New Delhi: This is like a Sidney Sheldon potboiler. Accusations of wrongdoing and favouritism by officials in the civil aviation ministry in unceremoniously removing Director General of Civil Aviation (DGCA) EK Bharat Bhushan are falling a bit flat in the light of more information.
His removal on Tuesday sparked rumours in the media that it may be linked to the action he was proposing to take against Kingfisher Airlines.
Top ministry sources told Firstpost this afternoon that Bhushan actually lobbied for an extension of his term with the Cabinet Secretariat despite Civil Aviation Minister Ajit Singh’s recommendation, pending for the last two months, that there should be a full-time DGCA. The Cabinet Secretariat and the Appointments Committee of Cabinet (ACC) appear to have shown a lot of procedural laxity in allowing the situation to reach a flashpoint before Bhushan was removed. The ACC comprises the PM, the Home Minister and the minister concerned – in this case Ajit Singh.
“Bhushan’s removal has nothing to do with any action he was planning to take on either Kingfisher Airlines or Air India. If he was planning to act against them, where are his reports on either airline? He was removed because we have already zeroed in on a new DGCA and his appointment is pending approval of the Prime Minister and the Home Minister. No wrongdoing has happened in this matter,” these sources asserted.

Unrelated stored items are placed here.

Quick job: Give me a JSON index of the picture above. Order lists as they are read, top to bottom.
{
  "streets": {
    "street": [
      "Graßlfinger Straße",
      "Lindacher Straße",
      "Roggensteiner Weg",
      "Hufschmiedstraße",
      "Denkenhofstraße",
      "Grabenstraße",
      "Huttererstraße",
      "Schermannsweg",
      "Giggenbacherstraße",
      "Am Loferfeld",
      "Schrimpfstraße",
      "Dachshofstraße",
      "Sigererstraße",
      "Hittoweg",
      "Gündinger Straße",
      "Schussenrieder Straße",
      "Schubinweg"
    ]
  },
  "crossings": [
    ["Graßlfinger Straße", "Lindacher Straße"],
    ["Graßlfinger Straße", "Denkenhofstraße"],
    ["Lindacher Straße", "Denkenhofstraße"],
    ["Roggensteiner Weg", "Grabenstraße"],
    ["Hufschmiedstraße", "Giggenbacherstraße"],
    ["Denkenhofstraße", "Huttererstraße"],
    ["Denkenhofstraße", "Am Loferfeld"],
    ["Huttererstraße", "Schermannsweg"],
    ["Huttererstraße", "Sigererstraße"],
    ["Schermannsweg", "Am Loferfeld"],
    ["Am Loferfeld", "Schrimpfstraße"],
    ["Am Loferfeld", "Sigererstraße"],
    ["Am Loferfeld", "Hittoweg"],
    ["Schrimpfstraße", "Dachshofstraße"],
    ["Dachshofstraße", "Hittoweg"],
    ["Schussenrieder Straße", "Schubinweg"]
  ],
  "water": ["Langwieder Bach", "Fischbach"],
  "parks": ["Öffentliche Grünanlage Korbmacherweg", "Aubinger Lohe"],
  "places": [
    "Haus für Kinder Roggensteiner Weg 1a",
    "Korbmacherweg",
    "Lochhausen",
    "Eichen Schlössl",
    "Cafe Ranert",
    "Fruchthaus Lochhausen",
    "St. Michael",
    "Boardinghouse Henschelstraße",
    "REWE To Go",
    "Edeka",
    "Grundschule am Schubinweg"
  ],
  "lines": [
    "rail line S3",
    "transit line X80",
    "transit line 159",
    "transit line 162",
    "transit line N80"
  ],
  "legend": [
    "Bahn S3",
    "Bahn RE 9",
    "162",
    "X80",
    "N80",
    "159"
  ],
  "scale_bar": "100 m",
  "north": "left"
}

They said even if Bhushan had prepared a preliminary report on either airline, these will not be junked and the new DGCA will certainly look into the matter. These sources emphasised that no DGCA report on Kingfisher’s financial situation or safety issues had been submitted to the ministry in the last four to five weeks.
The Bhushan saga began on 1 December 2011 when the then Civil Aviation Minister Vayalar Ravi wrote to the ACC for a six-month extension for Bhushan. By 18 December, regime change had brought in current incumbent Ajit Singh as minister. Sources said protocol and past precedent demanded that the file containing Ravi’s recommendation for extension of Bhushan’s tenure be returned to Singh for approval.
“But this was never done. And no official confirmation of an extension was received either. Anyhow, the extended term got over on 31 May by when the minister had already recommended that Arun Misra be appointed as the next DGCA,” the sources said.
They alleged that while the ACC sat on this decision, Bhushan quietly worked the Malayali lobby in the Prime Minister’s Office (PMO) and got himself another six-month extension without taking the minister into confidence.
“This mess has happened because of lapses in the Cabinet Secretariat, not because we wanted to remove Bhushan unceremoniously. Our recommendation has been with the ACC for the last two months. You should ask them why no action was taken,” said the sources.
So what now? Ajit Singh has already written to the Prime Minister explaining the situation and asking him to expedite the appointment of Arun Misra. Also, Aviation Secretary SN Zaidi has also written to the Cabinet Secretary on much the same lines. In the interim, a joint secretary in the ministry, Prashan N Sukul, has taken charge of the aviation regulator.
But the high drama over Bhushan since Tuesday certainly doesn’t explain the lack of any concrete action, at least on the Kingfisher Airlines’ front, where more pilots are planning to stop work for non-payment of salaries and this means the airline’s published schedule will not be followed. What do the ministry and the interim DGCA Sukul plan to do about this?
The DGCA’s office is in-charge of regulatory issues pertaining to aviation safety, efficiency, and continuity of air transport, including the formulation of the air law framework.